Data shown >>
□ □ □

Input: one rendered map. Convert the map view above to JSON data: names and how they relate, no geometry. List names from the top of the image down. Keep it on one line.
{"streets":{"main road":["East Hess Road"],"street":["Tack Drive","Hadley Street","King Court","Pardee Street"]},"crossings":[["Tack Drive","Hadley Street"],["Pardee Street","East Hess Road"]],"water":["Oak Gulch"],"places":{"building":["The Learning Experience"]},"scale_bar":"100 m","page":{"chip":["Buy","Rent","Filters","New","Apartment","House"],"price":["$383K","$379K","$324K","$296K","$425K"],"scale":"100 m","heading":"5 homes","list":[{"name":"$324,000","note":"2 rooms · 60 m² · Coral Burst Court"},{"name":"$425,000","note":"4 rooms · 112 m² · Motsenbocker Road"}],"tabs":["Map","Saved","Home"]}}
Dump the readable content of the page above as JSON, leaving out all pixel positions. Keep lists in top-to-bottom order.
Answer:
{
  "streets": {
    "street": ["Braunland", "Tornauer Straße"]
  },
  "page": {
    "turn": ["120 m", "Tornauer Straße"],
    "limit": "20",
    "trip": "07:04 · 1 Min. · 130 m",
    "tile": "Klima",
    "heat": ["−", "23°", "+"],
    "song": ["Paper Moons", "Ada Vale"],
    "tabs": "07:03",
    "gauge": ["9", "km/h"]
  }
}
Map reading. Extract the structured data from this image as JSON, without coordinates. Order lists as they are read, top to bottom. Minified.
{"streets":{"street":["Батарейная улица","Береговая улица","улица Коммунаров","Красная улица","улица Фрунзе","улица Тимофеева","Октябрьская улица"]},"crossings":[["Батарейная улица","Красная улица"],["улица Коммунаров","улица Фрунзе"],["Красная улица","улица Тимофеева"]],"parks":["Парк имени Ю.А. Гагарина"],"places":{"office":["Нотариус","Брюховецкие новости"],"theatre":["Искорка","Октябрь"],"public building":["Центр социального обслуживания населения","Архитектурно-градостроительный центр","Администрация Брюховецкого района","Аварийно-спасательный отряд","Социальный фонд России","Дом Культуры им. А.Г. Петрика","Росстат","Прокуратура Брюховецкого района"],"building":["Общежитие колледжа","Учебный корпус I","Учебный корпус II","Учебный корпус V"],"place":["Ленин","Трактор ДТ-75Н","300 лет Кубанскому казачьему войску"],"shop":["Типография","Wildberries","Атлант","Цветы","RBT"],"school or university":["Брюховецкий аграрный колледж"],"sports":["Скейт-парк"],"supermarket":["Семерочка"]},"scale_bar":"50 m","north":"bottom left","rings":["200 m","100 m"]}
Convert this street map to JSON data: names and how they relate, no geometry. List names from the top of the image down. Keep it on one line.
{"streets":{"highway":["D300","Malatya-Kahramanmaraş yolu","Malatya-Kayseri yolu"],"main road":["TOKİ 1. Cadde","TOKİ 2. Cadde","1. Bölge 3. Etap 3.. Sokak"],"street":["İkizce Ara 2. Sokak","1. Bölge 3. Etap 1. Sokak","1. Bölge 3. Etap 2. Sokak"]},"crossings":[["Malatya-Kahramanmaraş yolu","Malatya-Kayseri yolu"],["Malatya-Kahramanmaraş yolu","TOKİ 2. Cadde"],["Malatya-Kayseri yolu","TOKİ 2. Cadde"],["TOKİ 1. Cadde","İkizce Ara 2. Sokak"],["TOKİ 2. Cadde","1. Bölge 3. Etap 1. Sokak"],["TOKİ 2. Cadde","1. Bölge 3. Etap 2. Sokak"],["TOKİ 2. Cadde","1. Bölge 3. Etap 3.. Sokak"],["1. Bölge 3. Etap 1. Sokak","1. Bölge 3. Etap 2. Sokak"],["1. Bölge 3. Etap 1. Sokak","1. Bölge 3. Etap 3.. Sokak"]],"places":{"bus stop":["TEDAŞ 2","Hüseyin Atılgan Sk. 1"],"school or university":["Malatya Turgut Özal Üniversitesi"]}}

□ □ □

Work item >> Please retype the data, matching it exactly.

Response >>
Input: one rendered map. Convert the map view above to JSON data: names and how they relate, no geometry. List names from the top of the image down. Keep it on one line.
{"streets":{"main road":["East Hess Road"],"street":["Tack Drive","Hadley Street","King Court","Pardee Street"]},"crossings":[["Tack Drive","Hadley Street"],["Pardee Street","East Hess Road"]],"water":["Oak Gulch"],"places":{"building":["The Learning Experience"]},"scale_bar":"100 m","page":{"chip":["Buy","Rent","Filters","New","Apartment","House"],"price":["$383K","$379K","$324K","$296K","$425K"],"scale":"100 m","heading":"5 homes","list":[{"name":"$324,000","note":"2 rooms · 60 m² · Coral Burst Court"},{"name":"$425,000","note":"4 rooms · 112 m² · Motsenbocker Road"}],"tabs":["Map","Saved","Home"]}}
Dump the readable content of the page above as JSON, leaving out all pixel positions. Keep lists in top-to-bottom order.
Answer:
{
  "streets": {
    "street": ["Braunland", "Tornauer Straße"]
  },
  "page": {
    "turn": ["120 m", "Tornauer Straße"],
    "limit": "20",
    "trip": "07:04 · 1 Min. · 130 m",
    "tile": "Klima",
    "heat": ["−", "23°", "+"],
    "song": ["Paper Moons", "Ada Vale"],
    "tabs": "07:03",
    "gauge": ["9", "km/h"]
  }
}
Map reading. Extract the structured data from this image as JSON, without coordinates. Order lists as they are read, top to bottom. Minified.
{"streets":{"street":["Батарейная улица","Береговая улица","улица Коммунаров","Красная улица","улица Фрунзе","улица Тимофеева","Октябрьская улица"]},"crossings":[["Батарейная улица","Красная улица"],["улица Коммунаров","улица Фрунзе"],["Красная улица","улица Тимофеева"]],"parks":["Парк имени Ю.А. Гагарина"],"places":{"office":["Нотариус","Брюховецкие новости"],"theatre":["Искорка","Октябрь"],"public building":["Центр социального обслуживания населения","Архитектурно-градостроительный центр","Администрация Брюховецкого района","Аварийно-спасательный отряд","Социальный фонд России","Дом Культуры им. А.Г. Петрика","Росстат","Прокуратура Брюховецкого района"],"building":["Общежитие колледжа","Учебный корпус I","Учебный корпус II","Учебный корпус V"],"place":["Ленин","Трактор ДТ-75Н","300 лет Кубанскому казачьему войску"],"shop":["Типография","Wildberries","Атлант","Цветы","RBT"],"school or university":["Брюховецкий аграрный колледж"],"sports":["Скейт-парк"],"supermarket":["Семерочка"]},"scale_bar":"50 m","north":"bottom left","rings":["200 m","100 m"]}
Convert this street map to JSON data: names and how they relate, no geometry. List names from the top of the image down. Keep it on one line.
{"streets":{"highway":["D300","Malatya-Kahramanmaraş yolu","Malatya-Kayseri yolu"],"main road":["TOKİ 1. Cadde","TOKİ 2. Cadde","1. Bölge 3. Etap 3.. Sokak"],"street":["İkizce Ara 2. Sokak","1. Bölge 3. Etap 1. Sokak","1. Bölge 3. Etap 2. Sokak"]},"crossings":[["Malatya-Kahramanmaraş yolu","Malatya-Kayseri yolu"],["Malatya-Kahramanmaraş yolu","TOKİ 2. Cadde"],["Malatya-Kayseri yolu","TOKİ 2. Cadde"],["TOKİ 1. Cadde","İkizce Ara 2. Sokak"],["TOKİ 2. Cadde","1. Bölge 3. Etap 1. Sokak"],["TOKİ 2. Cadde","1. Bölge 3. Etap 2. Sokak"],["TOKİ 2. Cadde","1. Bölge 3. Etap 3.. Sokak"],["1. Bölge 3. Etap 1. Sokak","1. Bölge 3. Etap 2. Sokak"],["1. Bölge 3. Etap 1. Sokak","1. Bölge 3. Etap 3.. Sokak"]],"places":{"bus stop":["TEDAŞ 2","Hüseyin Atılgan Sk. 1"],"school or university":["Malatya Turgut Özal Üniversitesi"]}}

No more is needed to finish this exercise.